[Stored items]
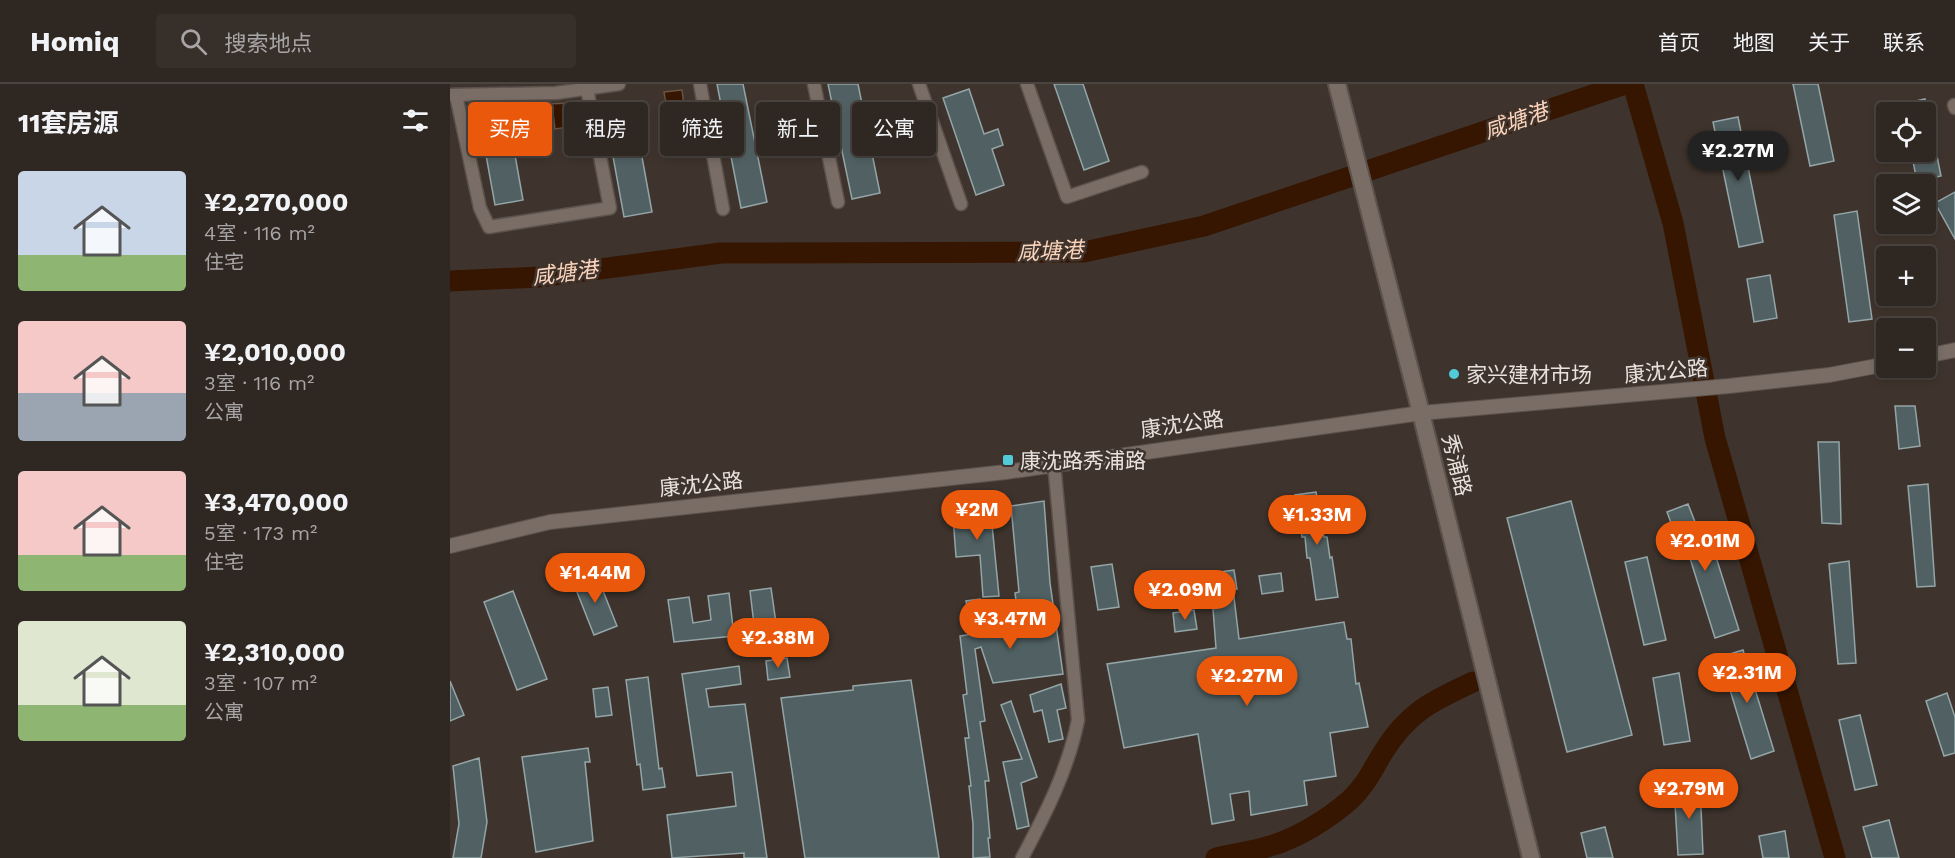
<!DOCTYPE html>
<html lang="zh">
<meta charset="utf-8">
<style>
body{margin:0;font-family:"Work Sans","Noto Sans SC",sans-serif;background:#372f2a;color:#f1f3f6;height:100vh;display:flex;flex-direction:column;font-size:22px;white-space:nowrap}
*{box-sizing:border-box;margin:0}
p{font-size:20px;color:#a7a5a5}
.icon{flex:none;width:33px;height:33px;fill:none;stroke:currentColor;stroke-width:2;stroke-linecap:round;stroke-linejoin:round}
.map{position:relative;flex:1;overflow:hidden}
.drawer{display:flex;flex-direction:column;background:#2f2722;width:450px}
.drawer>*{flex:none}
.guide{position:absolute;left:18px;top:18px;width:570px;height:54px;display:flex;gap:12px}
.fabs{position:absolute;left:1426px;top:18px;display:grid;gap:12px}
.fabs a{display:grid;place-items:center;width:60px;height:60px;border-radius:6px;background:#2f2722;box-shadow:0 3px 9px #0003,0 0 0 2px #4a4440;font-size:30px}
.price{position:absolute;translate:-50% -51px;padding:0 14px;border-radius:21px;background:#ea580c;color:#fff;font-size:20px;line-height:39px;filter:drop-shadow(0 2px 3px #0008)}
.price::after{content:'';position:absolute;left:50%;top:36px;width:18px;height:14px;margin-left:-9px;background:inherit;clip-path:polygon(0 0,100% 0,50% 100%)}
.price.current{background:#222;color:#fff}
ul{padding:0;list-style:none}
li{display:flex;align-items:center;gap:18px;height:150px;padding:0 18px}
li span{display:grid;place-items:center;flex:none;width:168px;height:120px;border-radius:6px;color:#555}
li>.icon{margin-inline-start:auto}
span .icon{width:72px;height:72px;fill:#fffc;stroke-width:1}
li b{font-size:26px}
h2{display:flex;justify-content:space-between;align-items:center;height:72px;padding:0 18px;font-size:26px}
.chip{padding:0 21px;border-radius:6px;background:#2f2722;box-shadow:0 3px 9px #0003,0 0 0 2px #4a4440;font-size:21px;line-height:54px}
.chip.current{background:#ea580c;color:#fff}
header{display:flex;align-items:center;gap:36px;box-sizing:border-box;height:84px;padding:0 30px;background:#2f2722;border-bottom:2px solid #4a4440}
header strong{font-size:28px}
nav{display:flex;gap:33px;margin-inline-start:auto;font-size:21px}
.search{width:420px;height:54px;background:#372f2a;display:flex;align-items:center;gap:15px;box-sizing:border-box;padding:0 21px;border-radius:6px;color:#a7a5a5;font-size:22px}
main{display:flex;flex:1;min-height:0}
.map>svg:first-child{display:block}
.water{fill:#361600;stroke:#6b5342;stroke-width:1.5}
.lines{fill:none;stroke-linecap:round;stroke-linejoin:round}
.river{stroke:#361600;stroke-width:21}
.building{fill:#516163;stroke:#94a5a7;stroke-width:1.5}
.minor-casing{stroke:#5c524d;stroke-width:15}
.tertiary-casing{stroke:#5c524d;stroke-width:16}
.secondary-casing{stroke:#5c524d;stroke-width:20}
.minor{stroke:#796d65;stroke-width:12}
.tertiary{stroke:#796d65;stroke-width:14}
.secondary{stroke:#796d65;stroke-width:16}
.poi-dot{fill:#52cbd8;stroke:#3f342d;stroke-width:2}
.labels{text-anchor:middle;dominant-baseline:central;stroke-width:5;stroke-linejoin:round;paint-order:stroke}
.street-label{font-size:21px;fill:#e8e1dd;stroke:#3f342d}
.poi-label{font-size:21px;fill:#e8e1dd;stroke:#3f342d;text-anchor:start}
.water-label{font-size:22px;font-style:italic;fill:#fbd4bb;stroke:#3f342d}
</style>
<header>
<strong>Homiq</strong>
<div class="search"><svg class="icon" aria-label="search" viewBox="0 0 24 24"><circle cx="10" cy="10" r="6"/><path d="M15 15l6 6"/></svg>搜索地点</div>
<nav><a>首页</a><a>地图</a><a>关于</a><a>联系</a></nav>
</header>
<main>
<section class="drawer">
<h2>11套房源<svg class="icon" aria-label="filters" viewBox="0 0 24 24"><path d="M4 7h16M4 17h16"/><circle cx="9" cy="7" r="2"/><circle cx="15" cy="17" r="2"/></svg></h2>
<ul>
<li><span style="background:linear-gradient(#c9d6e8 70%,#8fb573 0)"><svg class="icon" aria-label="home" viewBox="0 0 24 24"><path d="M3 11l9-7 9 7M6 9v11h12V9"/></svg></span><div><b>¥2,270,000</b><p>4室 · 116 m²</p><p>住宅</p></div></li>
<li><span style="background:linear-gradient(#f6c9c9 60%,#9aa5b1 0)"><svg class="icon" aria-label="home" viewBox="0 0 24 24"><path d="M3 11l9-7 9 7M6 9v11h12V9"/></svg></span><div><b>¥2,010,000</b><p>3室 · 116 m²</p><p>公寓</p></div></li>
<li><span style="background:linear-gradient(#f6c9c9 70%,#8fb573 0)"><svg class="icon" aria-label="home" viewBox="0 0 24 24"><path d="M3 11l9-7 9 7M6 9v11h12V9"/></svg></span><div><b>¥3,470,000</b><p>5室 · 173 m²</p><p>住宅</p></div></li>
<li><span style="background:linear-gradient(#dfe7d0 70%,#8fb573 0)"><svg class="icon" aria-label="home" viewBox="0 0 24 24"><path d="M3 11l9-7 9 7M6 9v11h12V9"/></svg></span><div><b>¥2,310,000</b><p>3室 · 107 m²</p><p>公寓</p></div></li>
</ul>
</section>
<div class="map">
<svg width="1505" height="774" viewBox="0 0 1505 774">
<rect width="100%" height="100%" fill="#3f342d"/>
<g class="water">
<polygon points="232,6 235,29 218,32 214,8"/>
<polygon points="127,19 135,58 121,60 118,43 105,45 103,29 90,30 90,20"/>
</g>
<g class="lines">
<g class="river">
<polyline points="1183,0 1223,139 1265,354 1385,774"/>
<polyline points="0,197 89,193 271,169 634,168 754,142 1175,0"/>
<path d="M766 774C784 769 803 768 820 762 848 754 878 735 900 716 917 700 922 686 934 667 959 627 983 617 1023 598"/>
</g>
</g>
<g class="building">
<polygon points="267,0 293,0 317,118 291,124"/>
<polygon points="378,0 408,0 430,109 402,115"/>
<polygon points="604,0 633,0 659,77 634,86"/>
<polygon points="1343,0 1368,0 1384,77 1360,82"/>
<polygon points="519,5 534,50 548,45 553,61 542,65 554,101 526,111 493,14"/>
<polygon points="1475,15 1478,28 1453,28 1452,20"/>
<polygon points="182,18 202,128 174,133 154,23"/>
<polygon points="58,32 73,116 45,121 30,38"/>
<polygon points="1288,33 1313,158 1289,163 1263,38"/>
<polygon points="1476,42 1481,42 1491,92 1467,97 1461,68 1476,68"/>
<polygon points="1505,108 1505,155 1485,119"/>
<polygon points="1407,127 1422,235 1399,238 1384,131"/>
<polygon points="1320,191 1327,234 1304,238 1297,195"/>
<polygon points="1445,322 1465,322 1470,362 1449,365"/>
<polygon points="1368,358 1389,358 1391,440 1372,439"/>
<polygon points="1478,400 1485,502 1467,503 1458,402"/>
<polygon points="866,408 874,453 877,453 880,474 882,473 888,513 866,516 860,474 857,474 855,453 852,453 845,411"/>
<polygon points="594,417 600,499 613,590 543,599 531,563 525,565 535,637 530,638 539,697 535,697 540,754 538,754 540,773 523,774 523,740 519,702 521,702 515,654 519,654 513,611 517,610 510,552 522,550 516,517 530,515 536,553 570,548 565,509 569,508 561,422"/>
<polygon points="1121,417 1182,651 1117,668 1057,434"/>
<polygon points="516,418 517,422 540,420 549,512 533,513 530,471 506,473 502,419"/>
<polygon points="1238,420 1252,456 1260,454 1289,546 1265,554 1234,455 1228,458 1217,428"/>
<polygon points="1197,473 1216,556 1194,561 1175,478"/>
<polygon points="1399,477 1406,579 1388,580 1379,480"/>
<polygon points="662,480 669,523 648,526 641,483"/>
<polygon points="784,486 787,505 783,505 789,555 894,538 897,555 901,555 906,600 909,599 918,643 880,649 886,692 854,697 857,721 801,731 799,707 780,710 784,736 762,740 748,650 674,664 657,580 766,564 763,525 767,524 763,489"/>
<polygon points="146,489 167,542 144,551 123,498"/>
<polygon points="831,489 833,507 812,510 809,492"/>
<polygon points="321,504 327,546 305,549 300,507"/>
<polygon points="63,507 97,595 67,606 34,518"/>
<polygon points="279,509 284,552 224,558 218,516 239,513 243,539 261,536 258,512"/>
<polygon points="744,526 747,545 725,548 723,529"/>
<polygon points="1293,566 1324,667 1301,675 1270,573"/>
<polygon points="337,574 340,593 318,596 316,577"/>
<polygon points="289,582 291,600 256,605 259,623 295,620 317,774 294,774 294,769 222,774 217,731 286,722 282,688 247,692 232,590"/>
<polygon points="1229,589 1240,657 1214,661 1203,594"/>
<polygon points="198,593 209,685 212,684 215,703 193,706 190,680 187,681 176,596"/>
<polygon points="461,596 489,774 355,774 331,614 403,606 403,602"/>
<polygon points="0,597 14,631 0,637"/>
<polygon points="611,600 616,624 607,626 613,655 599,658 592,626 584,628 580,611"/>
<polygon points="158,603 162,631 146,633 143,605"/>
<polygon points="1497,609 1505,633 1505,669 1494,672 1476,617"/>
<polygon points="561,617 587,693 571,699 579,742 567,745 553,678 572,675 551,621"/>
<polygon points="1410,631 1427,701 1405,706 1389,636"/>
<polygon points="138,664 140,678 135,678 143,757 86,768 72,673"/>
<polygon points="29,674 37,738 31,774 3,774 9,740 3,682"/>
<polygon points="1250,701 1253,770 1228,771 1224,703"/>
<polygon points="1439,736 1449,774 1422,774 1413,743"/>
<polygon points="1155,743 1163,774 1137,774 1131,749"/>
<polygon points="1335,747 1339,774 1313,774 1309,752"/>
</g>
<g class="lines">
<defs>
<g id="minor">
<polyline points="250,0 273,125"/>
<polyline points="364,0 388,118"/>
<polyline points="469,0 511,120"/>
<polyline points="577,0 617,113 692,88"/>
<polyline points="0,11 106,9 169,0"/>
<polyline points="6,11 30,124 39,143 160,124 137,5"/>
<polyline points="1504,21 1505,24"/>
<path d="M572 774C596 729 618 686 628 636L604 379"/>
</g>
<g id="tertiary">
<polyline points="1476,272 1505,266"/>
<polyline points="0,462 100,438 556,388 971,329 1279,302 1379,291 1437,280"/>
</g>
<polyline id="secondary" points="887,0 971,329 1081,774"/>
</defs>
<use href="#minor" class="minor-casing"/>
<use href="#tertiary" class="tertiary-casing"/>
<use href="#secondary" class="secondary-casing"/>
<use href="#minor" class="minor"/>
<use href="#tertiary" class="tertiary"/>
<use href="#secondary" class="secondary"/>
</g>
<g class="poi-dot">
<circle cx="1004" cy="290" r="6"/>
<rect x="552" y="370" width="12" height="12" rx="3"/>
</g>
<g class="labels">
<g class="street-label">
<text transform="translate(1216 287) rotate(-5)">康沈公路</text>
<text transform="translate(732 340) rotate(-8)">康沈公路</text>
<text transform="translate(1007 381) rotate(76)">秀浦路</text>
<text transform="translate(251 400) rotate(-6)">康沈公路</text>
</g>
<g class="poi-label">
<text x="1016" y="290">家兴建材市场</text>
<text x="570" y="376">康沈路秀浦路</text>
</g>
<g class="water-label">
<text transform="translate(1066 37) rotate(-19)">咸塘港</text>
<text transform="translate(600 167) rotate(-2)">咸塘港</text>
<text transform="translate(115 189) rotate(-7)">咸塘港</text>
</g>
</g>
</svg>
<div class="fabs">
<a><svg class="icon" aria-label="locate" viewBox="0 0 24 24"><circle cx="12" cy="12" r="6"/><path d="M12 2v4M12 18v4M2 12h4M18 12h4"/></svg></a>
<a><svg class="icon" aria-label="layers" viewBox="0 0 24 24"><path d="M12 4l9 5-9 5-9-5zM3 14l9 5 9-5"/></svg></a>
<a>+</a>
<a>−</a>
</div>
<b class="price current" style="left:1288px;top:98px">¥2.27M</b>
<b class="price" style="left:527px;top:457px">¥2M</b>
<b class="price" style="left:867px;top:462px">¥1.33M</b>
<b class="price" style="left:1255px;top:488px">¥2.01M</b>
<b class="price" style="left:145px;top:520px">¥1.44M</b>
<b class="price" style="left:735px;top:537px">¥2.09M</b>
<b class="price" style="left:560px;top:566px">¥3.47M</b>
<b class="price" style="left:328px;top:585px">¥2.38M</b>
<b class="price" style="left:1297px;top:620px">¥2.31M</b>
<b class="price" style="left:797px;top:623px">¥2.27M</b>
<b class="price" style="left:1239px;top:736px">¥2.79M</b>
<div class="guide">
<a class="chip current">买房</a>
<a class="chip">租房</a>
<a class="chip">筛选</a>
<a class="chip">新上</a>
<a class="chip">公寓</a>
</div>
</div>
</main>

__WHAT TO PRODUCE__. Each line of the data that holds "linejoin" should be copied.

__THE COMPLETED TASK__.
.icon{flex:none;width:33px;height:33px;fill:none;stroke:currentColor;stroke-width:2;stroke-linecap:round;stroke-linejoin:round}
.lines{fill:none;stroke-linecap:round;stroke-linejoin:round}
.labels{text-anchor:middle;dominant-baseline:central;stroke-width:5;stroke-linejoin:round;paint-order:stroke}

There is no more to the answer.